Provided records:

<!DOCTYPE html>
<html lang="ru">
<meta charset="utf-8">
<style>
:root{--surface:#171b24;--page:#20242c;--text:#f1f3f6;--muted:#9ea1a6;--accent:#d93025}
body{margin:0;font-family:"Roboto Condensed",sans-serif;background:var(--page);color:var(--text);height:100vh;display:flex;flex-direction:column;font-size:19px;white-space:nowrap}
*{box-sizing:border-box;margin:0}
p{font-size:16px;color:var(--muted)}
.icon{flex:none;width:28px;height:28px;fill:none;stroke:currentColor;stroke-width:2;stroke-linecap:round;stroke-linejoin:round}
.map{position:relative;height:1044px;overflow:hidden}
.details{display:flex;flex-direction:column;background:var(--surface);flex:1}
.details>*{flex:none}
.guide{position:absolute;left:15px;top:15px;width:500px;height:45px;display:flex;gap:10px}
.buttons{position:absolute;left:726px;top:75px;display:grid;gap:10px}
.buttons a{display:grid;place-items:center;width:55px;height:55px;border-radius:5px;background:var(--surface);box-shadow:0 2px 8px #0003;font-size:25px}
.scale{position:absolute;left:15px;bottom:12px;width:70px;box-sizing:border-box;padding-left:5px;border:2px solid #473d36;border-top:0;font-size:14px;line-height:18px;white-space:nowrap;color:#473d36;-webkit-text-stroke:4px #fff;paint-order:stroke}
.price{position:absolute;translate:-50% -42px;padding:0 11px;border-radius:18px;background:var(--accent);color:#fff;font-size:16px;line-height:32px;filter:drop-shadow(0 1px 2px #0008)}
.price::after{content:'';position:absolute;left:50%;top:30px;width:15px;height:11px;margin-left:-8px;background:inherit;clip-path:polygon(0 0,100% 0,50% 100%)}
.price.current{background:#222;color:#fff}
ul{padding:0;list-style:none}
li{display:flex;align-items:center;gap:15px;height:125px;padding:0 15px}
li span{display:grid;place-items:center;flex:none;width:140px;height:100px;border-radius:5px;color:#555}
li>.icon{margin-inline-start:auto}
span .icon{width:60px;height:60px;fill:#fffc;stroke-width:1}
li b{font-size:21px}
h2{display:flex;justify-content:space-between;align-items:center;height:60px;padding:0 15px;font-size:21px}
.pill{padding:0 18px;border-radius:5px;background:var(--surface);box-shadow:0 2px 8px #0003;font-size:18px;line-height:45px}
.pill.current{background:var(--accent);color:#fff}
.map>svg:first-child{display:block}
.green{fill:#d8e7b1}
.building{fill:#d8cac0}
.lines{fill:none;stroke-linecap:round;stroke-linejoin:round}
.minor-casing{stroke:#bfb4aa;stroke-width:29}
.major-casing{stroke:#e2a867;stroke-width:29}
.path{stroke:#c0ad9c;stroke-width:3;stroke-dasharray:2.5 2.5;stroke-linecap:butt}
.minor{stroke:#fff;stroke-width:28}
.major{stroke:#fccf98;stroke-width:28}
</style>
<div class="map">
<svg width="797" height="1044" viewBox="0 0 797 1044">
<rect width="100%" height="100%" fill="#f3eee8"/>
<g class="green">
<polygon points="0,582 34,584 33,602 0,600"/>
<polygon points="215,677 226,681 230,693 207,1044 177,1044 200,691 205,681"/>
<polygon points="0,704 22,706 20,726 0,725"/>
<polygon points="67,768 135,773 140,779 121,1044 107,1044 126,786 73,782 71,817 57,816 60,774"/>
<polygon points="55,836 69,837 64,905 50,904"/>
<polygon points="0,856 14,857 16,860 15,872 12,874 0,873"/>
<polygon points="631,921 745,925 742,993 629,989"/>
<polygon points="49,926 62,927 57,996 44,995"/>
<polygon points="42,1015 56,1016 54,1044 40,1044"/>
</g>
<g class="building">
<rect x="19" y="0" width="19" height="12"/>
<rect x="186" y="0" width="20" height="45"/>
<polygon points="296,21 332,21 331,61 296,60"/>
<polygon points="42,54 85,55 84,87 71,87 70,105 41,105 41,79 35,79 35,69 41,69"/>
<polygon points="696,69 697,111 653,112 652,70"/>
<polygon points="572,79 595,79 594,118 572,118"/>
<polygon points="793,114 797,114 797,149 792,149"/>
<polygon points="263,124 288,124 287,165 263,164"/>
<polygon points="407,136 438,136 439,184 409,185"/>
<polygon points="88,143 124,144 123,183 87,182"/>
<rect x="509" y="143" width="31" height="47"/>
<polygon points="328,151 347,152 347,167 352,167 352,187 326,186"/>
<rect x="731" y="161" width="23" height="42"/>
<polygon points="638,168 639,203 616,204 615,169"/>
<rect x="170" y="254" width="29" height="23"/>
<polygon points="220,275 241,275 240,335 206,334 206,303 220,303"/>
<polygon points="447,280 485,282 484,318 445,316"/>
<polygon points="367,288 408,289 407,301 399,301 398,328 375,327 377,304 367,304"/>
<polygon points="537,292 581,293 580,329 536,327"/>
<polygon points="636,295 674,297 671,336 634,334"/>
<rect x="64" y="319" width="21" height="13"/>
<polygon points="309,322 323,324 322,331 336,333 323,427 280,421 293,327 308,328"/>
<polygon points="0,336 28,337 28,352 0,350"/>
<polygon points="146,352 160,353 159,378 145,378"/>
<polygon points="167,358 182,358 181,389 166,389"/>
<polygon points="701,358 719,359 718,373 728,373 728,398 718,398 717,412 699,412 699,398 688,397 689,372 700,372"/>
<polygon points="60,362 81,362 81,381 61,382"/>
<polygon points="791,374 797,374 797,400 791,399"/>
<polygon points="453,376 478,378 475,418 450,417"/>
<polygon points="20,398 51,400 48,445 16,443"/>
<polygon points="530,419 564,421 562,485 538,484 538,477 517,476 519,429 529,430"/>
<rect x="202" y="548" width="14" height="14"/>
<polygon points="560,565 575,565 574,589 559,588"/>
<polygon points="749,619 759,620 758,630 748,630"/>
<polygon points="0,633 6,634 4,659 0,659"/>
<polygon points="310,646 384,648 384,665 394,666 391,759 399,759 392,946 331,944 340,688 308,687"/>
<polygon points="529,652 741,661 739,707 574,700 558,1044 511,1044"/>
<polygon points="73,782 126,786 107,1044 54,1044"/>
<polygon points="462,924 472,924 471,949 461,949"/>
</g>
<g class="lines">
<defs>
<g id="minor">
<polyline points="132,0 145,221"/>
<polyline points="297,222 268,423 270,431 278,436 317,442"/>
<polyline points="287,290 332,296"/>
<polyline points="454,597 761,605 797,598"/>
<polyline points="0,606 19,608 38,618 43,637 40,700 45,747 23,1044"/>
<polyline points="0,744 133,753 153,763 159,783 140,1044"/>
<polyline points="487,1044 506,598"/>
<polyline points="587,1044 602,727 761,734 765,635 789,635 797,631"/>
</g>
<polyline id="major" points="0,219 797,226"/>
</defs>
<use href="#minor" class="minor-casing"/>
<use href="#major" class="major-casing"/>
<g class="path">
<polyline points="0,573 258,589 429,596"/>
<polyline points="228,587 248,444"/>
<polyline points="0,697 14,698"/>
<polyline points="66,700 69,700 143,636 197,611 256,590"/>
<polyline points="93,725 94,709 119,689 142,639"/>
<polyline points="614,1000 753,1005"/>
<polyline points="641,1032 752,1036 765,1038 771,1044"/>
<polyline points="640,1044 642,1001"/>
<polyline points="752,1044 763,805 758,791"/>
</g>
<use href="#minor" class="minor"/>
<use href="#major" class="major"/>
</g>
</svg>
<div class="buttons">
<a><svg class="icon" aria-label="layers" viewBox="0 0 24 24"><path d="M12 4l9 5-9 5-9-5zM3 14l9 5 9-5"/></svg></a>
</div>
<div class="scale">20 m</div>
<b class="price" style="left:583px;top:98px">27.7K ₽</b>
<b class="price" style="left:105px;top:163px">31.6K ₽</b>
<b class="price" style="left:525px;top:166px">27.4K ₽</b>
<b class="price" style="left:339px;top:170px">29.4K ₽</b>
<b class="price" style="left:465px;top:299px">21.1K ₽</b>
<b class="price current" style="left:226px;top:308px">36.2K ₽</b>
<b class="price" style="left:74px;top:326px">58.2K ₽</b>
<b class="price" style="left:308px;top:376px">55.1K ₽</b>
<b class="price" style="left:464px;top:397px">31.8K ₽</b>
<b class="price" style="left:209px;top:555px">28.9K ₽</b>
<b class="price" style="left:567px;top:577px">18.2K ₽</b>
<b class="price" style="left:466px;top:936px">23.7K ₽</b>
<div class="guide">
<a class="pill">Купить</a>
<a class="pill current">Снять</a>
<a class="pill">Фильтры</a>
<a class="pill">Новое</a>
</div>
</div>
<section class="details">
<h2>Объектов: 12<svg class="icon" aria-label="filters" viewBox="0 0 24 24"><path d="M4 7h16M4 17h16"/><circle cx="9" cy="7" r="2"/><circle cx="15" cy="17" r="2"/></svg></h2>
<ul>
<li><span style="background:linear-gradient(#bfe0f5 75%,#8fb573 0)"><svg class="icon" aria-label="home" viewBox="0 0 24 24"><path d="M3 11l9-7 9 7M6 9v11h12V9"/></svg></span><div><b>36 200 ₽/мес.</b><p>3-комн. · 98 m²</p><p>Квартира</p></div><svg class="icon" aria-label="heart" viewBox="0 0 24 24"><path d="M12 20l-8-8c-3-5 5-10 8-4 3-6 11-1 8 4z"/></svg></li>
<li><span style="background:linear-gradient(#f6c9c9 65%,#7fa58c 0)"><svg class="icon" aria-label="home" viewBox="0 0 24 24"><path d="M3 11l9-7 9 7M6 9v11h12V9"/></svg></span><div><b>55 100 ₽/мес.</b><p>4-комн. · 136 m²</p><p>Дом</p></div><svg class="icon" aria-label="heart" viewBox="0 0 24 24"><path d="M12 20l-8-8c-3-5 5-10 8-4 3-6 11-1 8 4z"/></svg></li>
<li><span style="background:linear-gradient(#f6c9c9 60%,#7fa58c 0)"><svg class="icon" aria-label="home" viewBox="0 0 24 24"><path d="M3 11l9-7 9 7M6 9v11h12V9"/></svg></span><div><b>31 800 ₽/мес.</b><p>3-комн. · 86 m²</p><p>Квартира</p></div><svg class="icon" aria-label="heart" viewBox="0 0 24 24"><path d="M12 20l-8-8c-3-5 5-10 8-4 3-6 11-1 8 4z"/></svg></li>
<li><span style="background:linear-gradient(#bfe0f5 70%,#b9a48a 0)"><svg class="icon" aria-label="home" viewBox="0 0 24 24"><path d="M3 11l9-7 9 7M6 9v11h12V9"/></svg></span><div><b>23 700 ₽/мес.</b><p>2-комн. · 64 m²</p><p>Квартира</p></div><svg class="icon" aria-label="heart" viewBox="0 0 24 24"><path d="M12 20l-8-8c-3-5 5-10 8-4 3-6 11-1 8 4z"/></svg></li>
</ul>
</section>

The task:
Return only the number of lines in the material with the word "casing" in them.

Solved problem:
4